**Work required:** Across all lines of the entries, tally those with the word "nowrap" in them. The reply is the tally, by itself.
Content starts
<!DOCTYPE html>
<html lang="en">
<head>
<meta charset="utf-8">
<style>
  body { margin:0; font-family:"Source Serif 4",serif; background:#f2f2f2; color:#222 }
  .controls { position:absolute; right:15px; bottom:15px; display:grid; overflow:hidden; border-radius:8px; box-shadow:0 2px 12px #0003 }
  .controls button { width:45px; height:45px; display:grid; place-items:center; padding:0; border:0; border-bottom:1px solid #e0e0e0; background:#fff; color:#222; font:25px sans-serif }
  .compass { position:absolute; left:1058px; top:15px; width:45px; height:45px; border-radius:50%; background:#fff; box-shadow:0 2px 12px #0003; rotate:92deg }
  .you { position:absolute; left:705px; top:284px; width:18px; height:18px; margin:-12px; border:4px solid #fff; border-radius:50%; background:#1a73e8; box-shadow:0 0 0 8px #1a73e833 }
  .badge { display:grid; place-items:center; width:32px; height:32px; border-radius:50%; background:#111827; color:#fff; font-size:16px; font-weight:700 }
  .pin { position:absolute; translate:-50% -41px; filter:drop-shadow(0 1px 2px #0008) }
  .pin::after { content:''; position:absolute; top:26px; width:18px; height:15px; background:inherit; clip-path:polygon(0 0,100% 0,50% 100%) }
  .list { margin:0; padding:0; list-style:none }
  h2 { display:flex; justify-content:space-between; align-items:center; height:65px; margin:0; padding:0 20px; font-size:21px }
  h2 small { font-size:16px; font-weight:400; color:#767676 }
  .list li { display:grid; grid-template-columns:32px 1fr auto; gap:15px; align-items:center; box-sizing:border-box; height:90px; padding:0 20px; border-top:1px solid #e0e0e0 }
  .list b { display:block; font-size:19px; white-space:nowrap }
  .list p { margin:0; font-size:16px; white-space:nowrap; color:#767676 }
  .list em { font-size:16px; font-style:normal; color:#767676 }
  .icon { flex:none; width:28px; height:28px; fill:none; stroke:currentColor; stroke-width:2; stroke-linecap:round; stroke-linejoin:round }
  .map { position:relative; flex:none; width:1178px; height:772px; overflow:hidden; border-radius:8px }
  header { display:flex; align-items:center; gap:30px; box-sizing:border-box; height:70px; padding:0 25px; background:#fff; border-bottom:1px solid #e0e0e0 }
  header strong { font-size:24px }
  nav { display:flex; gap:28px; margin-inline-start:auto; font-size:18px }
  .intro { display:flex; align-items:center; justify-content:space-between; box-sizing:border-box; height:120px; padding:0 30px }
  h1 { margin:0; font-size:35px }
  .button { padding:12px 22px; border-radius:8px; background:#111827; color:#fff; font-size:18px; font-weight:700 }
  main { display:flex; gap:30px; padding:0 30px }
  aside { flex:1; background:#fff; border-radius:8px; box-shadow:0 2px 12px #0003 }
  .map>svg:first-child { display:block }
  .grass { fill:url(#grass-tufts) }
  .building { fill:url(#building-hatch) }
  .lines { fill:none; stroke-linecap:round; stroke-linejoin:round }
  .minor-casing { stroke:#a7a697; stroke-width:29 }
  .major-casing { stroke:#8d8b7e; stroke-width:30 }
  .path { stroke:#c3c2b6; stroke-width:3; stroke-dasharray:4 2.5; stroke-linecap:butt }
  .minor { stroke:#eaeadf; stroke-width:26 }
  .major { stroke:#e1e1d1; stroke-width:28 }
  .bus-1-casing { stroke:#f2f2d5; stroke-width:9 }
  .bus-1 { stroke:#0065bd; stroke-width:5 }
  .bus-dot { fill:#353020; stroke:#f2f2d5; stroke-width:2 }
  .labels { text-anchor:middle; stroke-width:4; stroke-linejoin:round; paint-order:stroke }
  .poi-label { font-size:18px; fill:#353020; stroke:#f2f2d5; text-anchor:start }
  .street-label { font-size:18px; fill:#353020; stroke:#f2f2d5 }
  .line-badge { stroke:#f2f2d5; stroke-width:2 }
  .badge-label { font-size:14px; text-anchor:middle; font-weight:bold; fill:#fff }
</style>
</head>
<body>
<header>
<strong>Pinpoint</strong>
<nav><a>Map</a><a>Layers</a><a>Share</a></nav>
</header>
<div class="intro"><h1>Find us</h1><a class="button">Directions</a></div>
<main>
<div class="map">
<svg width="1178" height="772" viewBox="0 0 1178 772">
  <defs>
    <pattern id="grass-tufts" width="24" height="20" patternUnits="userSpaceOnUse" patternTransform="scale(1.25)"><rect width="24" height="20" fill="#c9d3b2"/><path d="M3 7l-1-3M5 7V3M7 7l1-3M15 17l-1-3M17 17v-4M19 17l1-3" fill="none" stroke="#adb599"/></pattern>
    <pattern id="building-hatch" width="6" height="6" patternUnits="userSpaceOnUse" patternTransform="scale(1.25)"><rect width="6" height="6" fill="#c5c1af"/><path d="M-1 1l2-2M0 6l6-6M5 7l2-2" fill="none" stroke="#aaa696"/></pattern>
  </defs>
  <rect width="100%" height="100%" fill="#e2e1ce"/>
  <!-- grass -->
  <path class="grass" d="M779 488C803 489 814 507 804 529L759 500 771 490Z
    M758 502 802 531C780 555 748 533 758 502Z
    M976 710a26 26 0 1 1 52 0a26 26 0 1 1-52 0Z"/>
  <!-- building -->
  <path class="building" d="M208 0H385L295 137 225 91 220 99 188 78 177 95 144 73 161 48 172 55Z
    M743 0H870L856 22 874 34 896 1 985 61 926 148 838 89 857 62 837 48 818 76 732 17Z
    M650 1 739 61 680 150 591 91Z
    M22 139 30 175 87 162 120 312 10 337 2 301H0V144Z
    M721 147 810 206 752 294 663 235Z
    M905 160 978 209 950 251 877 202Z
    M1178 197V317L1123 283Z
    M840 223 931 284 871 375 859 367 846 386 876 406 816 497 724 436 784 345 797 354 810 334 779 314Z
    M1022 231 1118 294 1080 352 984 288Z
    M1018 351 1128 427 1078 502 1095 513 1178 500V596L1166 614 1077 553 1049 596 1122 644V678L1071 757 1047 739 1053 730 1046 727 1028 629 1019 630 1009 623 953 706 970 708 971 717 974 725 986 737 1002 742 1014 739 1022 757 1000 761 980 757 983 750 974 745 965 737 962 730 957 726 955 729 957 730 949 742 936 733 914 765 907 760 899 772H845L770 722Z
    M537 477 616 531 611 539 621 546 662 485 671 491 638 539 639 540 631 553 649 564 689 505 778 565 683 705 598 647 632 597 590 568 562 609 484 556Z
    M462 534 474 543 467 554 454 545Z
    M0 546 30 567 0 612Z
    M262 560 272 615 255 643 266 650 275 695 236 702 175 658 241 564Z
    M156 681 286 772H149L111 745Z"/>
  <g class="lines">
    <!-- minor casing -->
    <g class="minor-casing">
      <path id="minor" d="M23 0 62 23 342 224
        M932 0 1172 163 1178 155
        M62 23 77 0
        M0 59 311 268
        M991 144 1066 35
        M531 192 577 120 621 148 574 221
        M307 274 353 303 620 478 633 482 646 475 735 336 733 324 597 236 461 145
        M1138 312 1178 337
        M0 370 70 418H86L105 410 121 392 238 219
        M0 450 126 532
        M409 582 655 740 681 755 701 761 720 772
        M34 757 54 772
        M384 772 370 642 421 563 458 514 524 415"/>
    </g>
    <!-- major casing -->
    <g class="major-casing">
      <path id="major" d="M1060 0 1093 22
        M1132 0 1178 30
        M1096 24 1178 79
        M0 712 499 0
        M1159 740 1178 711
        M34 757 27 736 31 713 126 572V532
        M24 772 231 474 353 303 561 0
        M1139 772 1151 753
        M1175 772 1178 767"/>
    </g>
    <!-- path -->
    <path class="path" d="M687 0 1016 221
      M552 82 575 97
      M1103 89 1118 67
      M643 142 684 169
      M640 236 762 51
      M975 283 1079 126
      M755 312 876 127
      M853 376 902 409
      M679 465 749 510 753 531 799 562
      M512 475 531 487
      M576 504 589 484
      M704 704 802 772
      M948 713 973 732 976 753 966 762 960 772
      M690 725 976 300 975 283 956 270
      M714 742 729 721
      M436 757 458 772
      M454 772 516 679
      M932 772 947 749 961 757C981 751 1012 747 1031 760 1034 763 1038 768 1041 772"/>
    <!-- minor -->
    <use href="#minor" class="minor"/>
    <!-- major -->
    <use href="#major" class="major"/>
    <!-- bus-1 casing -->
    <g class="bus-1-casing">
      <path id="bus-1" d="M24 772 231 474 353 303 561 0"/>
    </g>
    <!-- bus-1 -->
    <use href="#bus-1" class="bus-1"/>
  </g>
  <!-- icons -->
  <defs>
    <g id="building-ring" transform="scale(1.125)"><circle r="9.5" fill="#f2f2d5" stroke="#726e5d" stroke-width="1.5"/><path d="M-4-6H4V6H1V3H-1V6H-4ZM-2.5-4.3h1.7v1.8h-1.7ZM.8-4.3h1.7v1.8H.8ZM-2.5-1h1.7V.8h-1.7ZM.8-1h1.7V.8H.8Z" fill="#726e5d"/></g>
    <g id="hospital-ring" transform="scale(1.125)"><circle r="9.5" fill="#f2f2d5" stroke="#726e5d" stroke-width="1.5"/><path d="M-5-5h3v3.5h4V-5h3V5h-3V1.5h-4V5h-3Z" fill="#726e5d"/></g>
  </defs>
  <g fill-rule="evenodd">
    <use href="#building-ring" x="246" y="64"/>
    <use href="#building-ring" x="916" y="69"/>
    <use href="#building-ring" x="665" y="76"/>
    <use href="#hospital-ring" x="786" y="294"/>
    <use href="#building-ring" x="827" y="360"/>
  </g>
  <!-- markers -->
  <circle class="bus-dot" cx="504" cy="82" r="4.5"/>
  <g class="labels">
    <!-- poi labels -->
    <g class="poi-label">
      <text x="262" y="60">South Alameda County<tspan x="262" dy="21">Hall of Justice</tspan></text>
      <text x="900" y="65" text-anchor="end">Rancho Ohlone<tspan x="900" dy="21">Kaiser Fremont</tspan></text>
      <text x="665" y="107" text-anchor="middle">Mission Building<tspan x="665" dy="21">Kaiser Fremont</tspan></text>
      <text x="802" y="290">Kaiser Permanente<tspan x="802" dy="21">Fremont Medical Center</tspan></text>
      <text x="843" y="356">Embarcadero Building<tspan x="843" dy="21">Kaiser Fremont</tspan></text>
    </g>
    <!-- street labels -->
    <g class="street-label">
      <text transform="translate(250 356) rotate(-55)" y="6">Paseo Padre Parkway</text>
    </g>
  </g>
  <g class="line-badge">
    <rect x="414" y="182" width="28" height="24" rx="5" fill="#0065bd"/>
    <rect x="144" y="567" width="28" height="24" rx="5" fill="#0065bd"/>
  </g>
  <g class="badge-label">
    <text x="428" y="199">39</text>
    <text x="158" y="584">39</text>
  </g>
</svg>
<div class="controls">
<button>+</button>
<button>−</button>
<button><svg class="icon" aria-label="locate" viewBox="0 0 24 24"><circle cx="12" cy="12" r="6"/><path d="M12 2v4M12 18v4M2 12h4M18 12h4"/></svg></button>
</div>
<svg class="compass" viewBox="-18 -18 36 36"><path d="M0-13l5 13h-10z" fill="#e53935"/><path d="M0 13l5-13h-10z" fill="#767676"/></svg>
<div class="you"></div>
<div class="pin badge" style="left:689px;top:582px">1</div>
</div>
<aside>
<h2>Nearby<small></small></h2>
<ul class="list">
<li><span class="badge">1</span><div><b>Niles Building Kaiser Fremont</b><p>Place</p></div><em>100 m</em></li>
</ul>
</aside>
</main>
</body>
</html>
Content ends
**Answer box:** 2